## WORK INSTRUCTIONS
If a line of the data below contains the string "lines", copy it into your answer.

(Records from a data source)
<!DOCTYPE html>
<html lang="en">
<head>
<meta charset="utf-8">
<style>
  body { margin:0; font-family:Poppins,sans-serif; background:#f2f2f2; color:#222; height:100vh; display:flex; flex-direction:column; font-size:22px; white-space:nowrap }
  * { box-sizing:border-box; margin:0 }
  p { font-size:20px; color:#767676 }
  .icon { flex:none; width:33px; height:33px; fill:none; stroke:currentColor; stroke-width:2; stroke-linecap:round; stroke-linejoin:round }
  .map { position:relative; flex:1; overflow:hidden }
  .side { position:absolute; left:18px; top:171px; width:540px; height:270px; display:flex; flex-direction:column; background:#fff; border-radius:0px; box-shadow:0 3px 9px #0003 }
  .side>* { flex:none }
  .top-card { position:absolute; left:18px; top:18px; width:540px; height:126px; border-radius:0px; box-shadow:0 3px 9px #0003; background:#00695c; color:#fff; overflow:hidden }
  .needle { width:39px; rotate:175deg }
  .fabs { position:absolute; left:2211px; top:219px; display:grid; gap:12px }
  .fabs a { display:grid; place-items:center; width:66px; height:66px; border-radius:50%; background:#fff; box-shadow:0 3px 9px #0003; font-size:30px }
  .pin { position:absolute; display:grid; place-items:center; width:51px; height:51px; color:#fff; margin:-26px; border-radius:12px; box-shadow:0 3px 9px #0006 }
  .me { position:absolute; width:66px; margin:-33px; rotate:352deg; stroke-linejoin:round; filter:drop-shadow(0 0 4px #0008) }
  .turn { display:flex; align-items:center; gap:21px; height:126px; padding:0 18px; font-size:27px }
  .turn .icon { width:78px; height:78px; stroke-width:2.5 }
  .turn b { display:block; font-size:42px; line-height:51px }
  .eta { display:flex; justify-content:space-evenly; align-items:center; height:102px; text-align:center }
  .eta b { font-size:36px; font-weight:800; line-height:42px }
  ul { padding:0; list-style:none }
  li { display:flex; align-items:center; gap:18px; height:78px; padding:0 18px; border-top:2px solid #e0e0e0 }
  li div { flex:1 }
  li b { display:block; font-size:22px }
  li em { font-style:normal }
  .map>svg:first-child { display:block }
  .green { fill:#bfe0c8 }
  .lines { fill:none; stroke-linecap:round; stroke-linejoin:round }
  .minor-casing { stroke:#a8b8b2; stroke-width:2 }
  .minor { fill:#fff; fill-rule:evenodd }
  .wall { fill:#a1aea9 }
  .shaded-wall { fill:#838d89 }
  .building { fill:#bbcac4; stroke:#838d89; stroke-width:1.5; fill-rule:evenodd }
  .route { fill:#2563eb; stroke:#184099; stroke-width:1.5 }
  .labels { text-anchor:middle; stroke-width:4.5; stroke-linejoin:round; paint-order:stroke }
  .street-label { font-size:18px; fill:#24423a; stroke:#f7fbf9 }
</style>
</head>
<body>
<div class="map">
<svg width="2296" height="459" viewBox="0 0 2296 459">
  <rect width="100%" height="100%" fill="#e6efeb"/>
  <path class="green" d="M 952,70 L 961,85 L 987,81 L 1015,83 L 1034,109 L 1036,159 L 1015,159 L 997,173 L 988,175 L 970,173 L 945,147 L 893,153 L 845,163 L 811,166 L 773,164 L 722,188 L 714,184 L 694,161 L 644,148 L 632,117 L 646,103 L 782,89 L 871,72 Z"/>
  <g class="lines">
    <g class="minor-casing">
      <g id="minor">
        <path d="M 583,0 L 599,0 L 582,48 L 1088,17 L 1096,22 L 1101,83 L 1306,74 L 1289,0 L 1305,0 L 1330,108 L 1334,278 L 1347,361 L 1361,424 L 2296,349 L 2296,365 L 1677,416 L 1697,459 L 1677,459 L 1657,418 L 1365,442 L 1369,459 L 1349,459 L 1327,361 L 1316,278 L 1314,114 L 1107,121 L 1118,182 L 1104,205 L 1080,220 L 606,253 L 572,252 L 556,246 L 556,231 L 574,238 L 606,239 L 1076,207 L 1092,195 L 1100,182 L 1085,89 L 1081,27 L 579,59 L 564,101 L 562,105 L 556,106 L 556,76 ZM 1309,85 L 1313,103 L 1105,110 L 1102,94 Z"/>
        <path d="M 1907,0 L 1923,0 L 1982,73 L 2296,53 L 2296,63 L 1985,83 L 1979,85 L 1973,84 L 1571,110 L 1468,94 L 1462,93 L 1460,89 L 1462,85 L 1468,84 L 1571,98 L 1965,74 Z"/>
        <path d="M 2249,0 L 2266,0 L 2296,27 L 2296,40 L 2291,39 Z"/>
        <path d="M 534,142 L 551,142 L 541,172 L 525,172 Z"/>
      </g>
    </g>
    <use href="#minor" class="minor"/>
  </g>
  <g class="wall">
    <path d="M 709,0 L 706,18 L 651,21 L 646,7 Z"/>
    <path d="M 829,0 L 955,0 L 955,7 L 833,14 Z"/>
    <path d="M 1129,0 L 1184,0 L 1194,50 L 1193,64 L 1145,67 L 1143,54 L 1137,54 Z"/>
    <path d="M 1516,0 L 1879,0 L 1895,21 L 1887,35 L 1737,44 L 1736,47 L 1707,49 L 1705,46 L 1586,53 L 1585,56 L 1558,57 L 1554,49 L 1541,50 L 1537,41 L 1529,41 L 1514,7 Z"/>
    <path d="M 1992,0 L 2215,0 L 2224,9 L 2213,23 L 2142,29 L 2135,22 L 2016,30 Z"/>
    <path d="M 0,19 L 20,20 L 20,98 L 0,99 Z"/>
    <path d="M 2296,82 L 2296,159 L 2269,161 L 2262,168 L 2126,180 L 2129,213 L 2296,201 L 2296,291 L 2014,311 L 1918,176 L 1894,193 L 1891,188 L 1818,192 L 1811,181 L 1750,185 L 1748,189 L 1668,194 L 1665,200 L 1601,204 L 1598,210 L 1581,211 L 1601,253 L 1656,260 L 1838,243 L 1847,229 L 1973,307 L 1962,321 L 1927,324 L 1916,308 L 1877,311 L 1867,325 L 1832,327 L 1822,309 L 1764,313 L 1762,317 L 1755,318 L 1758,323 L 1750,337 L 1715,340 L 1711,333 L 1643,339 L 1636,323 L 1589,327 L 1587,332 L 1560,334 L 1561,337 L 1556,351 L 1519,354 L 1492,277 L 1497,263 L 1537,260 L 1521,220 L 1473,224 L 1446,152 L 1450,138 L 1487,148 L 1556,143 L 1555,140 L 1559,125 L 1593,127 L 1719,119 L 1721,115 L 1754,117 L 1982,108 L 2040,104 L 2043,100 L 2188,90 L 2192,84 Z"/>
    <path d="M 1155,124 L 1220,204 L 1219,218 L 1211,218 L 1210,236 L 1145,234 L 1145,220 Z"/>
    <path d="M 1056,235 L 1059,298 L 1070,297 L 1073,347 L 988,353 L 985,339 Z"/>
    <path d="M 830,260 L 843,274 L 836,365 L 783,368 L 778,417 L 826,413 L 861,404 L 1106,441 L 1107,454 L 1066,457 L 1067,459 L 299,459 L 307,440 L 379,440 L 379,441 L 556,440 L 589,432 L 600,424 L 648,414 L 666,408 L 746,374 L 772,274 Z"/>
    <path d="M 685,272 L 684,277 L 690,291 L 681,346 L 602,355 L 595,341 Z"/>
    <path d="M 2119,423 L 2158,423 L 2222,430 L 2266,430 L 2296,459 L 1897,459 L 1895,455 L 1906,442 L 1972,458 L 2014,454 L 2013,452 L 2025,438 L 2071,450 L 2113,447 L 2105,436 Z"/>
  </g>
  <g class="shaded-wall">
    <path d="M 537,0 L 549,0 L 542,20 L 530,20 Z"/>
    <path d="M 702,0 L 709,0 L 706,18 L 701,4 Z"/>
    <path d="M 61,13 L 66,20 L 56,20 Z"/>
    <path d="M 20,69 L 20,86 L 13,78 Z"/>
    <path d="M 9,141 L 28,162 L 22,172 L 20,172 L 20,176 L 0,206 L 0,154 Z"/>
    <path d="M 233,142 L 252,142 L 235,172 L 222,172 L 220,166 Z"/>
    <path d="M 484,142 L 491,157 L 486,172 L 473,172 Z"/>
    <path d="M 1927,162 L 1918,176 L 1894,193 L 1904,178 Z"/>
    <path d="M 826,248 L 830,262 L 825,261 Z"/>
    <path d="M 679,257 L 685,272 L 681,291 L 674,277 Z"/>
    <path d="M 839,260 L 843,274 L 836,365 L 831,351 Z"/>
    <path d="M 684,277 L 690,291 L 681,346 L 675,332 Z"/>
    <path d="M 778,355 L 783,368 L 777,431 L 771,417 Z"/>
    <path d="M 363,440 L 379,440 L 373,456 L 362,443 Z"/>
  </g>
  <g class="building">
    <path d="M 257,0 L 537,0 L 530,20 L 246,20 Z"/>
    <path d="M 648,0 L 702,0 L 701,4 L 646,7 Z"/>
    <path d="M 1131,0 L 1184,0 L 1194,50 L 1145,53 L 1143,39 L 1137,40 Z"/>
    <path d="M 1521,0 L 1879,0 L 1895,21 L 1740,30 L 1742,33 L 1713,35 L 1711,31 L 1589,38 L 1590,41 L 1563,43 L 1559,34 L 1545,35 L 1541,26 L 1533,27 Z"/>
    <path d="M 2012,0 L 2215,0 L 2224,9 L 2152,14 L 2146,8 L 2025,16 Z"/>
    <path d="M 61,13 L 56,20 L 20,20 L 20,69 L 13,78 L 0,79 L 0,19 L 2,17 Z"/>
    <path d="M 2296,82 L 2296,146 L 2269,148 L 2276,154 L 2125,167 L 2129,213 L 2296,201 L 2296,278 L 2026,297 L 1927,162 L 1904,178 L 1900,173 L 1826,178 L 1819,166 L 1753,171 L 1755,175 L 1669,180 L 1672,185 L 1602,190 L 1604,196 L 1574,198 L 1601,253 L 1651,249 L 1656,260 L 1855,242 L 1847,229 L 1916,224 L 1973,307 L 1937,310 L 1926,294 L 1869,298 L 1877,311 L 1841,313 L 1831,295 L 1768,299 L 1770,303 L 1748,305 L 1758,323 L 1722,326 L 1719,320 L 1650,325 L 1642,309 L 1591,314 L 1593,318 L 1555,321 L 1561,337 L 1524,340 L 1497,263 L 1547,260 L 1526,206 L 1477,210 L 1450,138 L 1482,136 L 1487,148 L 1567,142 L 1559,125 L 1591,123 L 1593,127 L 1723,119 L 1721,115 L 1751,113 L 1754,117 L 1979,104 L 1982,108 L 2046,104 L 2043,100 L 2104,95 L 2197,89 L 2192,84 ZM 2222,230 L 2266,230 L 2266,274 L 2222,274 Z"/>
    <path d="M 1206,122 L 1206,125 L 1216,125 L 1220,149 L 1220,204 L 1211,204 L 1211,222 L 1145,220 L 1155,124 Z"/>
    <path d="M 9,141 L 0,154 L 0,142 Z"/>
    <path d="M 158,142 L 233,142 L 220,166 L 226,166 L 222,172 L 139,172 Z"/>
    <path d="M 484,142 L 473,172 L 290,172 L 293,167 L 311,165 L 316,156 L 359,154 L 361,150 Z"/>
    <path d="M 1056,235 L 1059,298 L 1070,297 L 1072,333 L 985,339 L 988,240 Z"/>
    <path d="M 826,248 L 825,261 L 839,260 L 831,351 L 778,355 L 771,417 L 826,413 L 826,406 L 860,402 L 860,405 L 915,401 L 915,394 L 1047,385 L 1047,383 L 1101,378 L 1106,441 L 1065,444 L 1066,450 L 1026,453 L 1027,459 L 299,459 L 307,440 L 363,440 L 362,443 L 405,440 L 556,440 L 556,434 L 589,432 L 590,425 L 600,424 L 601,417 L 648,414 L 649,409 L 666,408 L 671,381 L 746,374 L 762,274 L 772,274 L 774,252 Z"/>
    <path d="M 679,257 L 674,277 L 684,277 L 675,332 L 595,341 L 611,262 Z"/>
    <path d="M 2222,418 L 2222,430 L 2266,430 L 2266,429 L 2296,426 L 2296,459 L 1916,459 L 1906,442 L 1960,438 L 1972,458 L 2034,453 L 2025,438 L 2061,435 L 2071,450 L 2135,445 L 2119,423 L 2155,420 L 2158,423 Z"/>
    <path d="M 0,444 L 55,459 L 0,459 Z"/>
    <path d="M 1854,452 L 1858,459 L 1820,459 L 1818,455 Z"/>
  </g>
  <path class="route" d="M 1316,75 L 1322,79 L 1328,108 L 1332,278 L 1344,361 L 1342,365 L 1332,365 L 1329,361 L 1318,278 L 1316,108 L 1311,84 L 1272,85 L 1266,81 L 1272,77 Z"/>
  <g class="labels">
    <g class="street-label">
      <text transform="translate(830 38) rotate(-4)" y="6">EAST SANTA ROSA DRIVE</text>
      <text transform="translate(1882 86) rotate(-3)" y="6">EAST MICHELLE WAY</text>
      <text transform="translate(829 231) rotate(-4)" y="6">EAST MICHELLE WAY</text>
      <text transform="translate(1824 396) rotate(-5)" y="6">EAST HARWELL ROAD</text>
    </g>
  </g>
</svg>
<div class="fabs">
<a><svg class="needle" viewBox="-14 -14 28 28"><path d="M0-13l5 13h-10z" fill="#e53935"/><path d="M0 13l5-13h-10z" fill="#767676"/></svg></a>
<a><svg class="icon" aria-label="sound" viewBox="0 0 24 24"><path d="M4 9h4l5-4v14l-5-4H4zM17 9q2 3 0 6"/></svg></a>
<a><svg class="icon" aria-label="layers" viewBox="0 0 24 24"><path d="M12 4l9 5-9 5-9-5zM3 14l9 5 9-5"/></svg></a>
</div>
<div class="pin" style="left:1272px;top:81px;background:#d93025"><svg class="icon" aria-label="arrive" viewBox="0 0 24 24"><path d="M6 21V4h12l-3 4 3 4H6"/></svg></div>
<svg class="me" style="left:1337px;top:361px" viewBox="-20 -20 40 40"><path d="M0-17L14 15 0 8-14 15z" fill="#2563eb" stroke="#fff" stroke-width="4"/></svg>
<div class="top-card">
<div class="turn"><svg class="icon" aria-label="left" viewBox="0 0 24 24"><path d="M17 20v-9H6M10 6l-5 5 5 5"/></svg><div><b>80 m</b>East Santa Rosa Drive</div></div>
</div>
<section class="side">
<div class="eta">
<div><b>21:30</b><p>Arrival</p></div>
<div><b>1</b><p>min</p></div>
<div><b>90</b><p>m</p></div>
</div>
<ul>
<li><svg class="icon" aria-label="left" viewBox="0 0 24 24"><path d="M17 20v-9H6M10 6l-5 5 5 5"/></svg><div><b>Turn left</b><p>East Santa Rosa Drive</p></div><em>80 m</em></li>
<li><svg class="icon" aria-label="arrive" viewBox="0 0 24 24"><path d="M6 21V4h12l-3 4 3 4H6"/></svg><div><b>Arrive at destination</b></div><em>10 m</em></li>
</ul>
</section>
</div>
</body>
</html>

## REPLY
  .lines { fill:none; stroke-linecap:round; stroke-linejoin:round }
  <g class="lines">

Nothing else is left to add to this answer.